Regarding the impact of diabetes on marginal bone loss, the results of the literature may be conflicting.

In contrast to the present study, Souto-Maior et al. in their systematic review found that, although no differences in implant survival were found between healthy and diabetic subjects, diabetes negatively influences marginal bone loss [29].

Similar results were reported by Tan et al. [30] in a previous study, in which they attributed marginal bone loss to an uncontrolled glycosylated hemoglobin (HbA1C) value, which as reported by Diz et al. is also associated with an increased risk of post-operative complications [31].

The role of HbA1C was also confirmed by Robertson et al. in their literature review, stating that surgical procedures can only be performed safely if the value of this protein is below 7% [32].
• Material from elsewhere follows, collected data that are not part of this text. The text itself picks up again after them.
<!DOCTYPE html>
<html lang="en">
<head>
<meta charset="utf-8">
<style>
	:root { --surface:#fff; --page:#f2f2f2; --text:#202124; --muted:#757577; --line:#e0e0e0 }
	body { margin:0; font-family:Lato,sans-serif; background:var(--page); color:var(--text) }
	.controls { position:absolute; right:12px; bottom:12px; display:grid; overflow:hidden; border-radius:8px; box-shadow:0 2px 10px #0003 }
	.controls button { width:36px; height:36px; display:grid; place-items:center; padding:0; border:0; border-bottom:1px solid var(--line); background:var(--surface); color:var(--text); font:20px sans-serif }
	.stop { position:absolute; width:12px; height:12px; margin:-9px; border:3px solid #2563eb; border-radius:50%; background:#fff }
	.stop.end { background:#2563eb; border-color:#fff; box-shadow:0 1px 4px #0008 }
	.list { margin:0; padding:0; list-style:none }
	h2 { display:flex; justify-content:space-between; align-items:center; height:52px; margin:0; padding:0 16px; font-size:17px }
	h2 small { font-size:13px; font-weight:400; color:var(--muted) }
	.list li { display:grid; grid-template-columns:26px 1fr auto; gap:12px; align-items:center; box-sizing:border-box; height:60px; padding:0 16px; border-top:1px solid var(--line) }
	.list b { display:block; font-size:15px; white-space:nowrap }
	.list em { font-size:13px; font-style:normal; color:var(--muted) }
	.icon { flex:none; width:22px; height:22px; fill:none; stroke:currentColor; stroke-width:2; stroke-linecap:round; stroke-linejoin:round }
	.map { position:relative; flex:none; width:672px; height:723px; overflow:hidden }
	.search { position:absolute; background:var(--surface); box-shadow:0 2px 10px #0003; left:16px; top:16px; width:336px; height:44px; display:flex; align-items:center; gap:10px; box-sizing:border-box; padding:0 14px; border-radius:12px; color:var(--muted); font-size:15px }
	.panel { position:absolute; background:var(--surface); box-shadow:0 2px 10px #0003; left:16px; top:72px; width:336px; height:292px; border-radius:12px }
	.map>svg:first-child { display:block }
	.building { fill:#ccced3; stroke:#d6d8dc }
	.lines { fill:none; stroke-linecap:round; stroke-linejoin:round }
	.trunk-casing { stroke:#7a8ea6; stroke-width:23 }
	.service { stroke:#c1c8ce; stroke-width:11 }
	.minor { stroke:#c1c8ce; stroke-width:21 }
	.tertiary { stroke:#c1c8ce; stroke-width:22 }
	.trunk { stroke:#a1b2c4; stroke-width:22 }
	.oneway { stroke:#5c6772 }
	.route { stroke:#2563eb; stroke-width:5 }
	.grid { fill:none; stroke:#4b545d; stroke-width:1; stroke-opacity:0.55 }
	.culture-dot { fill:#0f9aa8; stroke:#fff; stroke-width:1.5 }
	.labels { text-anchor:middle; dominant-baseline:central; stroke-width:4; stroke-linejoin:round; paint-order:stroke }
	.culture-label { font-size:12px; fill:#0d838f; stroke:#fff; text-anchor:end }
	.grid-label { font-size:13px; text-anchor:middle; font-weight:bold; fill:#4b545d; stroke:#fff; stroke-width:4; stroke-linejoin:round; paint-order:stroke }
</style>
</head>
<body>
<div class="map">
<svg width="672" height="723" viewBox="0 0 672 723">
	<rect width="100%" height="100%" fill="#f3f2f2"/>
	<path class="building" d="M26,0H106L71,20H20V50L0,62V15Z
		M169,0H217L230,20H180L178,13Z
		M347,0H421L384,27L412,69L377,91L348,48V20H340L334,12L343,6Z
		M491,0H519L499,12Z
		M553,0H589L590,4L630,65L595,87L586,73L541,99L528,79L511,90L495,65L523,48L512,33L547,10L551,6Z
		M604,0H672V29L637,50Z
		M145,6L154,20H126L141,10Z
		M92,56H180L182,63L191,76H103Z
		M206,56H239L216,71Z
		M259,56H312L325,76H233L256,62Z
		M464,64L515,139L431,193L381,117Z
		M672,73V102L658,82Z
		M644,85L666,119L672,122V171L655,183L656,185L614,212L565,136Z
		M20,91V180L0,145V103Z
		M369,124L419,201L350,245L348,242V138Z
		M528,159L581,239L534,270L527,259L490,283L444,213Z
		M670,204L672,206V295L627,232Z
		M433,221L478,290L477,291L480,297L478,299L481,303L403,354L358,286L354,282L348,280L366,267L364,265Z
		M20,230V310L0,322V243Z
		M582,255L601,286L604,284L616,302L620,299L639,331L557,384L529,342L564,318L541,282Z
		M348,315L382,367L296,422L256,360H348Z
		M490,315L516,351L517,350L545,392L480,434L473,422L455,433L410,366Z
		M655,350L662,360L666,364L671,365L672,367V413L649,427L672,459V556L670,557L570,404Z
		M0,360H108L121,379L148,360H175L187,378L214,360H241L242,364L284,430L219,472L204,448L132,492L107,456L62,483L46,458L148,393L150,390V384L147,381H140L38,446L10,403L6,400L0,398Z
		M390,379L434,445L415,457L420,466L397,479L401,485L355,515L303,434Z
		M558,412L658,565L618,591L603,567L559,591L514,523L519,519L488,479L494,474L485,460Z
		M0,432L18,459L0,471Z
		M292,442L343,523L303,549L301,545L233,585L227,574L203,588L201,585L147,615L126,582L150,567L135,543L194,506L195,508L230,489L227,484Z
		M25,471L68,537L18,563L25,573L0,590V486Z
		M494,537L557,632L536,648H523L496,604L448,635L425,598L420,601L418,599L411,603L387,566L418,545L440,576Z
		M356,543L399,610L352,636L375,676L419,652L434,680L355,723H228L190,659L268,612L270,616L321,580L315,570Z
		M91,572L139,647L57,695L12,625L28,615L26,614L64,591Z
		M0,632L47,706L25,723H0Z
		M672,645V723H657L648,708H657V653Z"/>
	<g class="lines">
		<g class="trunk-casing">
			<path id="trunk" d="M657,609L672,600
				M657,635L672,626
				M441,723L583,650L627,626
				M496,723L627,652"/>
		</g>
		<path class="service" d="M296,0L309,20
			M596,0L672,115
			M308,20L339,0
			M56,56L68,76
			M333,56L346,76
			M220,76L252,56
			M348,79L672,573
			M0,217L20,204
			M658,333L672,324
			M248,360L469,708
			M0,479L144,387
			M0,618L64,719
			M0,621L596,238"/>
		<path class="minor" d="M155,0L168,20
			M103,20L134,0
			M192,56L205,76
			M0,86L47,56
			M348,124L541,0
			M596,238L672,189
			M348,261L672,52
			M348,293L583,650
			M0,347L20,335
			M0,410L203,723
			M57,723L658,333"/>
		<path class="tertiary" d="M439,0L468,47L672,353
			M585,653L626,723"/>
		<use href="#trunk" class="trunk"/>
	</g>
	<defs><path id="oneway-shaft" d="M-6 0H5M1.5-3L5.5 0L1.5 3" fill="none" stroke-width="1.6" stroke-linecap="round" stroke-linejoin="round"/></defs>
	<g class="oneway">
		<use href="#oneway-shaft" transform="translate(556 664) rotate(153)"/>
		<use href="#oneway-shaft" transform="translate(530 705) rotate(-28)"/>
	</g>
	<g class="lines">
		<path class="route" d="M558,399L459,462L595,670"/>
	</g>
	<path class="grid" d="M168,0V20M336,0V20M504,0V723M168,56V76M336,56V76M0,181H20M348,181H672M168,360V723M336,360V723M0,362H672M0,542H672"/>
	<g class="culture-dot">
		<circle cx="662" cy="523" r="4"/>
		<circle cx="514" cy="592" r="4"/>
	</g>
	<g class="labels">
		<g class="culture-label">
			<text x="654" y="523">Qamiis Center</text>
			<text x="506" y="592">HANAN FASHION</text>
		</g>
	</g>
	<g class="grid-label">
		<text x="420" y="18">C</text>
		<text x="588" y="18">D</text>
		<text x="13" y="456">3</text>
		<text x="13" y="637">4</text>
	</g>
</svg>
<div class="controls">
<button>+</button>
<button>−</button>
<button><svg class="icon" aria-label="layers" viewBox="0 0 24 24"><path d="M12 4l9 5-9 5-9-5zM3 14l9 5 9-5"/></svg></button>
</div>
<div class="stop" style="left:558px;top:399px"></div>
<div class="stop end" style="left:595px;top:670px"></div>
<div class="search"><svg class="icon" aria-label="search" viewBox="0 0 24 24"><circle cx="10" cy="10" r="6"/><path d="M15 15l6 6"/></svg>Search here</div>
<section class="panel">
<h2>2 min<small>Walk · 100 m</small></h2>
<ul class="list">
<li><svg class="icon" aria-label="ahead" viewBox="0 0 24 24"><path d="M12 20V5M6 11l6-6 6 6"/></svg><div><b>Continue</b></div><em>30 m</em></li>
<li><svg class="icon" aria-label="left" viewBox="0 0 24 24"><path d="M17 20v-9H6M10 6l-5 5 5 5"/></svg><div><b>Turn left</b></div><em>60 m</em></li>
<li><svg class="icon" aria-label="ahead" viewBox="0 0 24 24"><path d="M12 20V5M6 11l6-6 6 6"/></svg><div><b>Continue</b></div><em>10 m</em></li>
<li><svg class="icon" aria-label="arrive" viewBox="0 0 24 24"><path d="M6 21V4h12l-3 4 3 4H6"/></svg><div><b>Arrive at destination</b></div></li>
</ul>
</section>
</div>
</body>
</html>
In the present study, no patients reported post-surgery pain, proving that the administration of analgesic drugs as needed could be effective [33,34].

Post-surgical bleeding and wound infection were recorded in patients affected by type I diabetes more than patients of Group A, proving that vascular changes resulting from this disease could interfere with wound healing activities.

Kopman et al. [35] report that high blood glucose levels and non-enzymatic glycation of proteins lead to the formation of advanced glycation end products (AGEs), which could increase the permeability of the endothelium, increase the flux of inflammatory cells, and consequently cause micro-vascular complications and delayed wound healing [36,37].

A further factor that could influence all the parameters considered concerns the role of the patient’s hygienic maintenance and compliance with follow-up protocols, which could be significant for implant survival rate, marginal bone loss, prevention and early interception of post-operative and prosthetic complications [38,39,40].

5. Conclusions

Within the limitation of this study, the placement of dental implants supporting fixed prostheses could also be an option in patients with type I diabetes, provided that this is compensated and recent blood tests are examined by the clinician in advance of surgery.

In addition, subjecting the patient to hygiene maintenance therapy and periodic check-ups could prevent implant failure, higher-than-normal marginal bone loss due to bacterial inflammatory processes, and post-operative complications; if such problems develop, they could be intercepted early. Further clinical trial could be necessary to confirm the obtained results.